Demanding an end to the “deliberate massacre and deportation of Kurdish and other peoples in the region,” the self-titled Academicians soon found themselves under criminal investigation, potentially facing up to five years in prison for alleged “terror propaganda.” Accused of being “fifth columns” for foreign powers, sympathizing with terrorists, and undermining national security, these signatories quickly became the subjects of threats, intimidation, and potential expulsion from their respective universities.

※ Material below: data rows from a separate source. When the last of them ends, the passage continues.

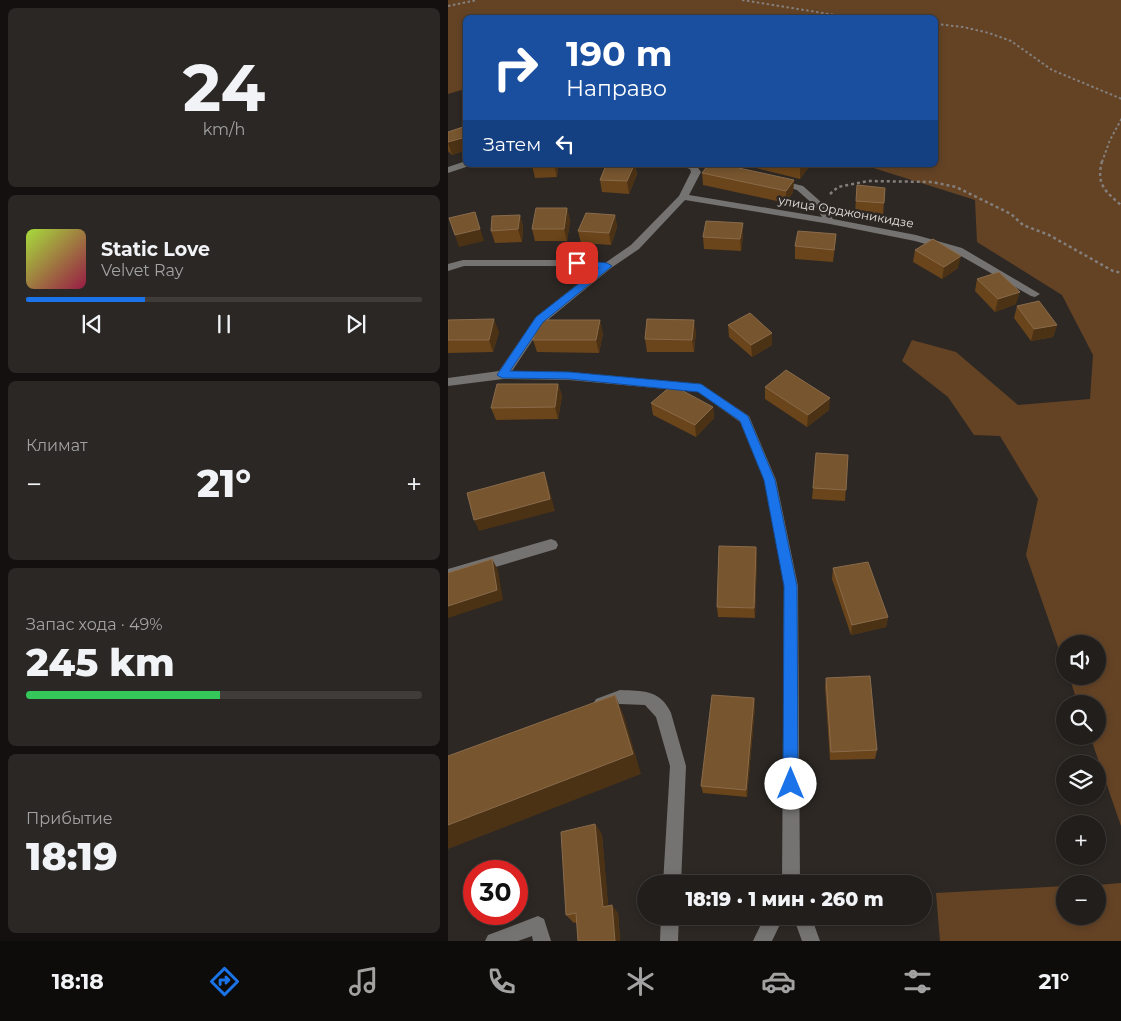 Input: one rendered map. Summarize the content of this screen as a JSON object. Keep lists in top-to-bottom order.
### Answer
{
  "streets": {
    "street": ["улица Орджоникидзе"]
  },
  "page": {
    "tile": [
      ["24", "km/h"],
      "Климат",
      ["Запас хода · 49%", "245 km"],
      ["Прибытие", "18:19"]
    ],
    "turn": ["190 m", "Направо"],
    "then": "Затем",
    "song": ["Static Love", "Velvet Ray"],
    "heat": ["−", "21°", "+"],
    "map_buttons": ["+", "−"],
    "limit": "30",
    "trip": "18:19 · 1 мин · 260 m",
    "tabs": ["18:18", "21°"]
  }
} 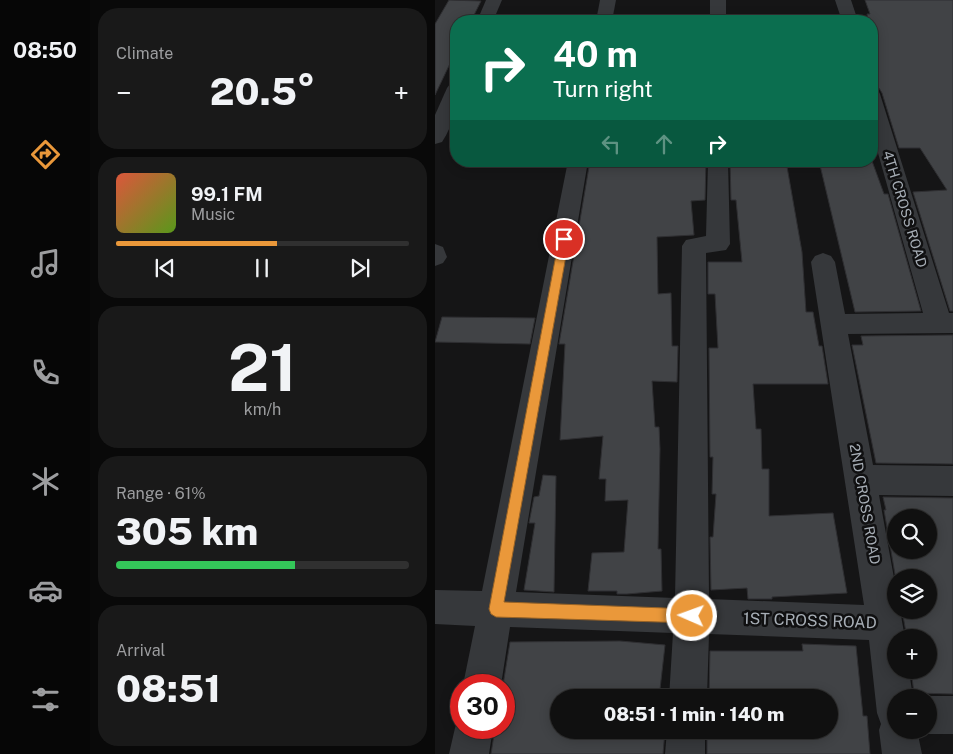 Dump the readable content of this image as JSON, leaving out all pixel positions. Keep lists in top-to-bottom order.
{
  "streets": {
    "street": ["4TH CROSS ROAD", "2ND CROSS ROAD", "1ST CROSS ROAD"]
  },
  "crossings": [
    ["2ND CROSS ROAD", "1ST CROSS ROAD"]
  ],
  "page": {
    "tabs": "08:50",
    "tile": [
      "Climate",
      ["21", "km/h"],
      ["Range · 61%", "305 km"],
      ["Arrival", "08:51"]
    ],
    "turn": ["40 m", "Turn right"],
    "heat": ["−", "20.5°", "+"],
    "song": ["99.1 FM", "Music"],
    "map_buttons": ["+", "−"],
    "limit": "30",
    "trip": "08:51 · 1 min · 140 m"
  }
}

Situations like these are the reason for the creation of Peace Bloc, a non-profit, non-partisan organization that brings together residents of the United States and Canada to advocate for peace and democracy in Turkey and the Middle East. In an article entitled “A Statement by Peace Bloc on Academics in Turkey,” Peace Bloc extended solidarity to the Academics of Turkey by demanding secession to the policies of intimidation, persecution, and prosecution by the Turkish government against the Academicians. In addition, Peace Bloc called for a reorganization of the Council of Higher Education, in order to preclude influence by political parties or government, renew respect for the nation’s commitment to the rule of law and democracy, protect human rights by international treaties and the Turkish Constitution, and restart the peace process with Kurdish representatives.

With the current political situation in Turkey, international support is needed for local actors who risk challenging the established powers for the sake of democracy, peace, and human rights. Peace Bloc is one of these very advocates, and its solidarity with the Academicians of Turkey could prove vital to the democratic future of the country.


Devin Windelspecht

Devin Windelspecht is studying International Affairs, with a concentration in Middle East Studies, at Northeastern University in Boston, Massachusetts. He is a senior staff writer for the Global Journal,...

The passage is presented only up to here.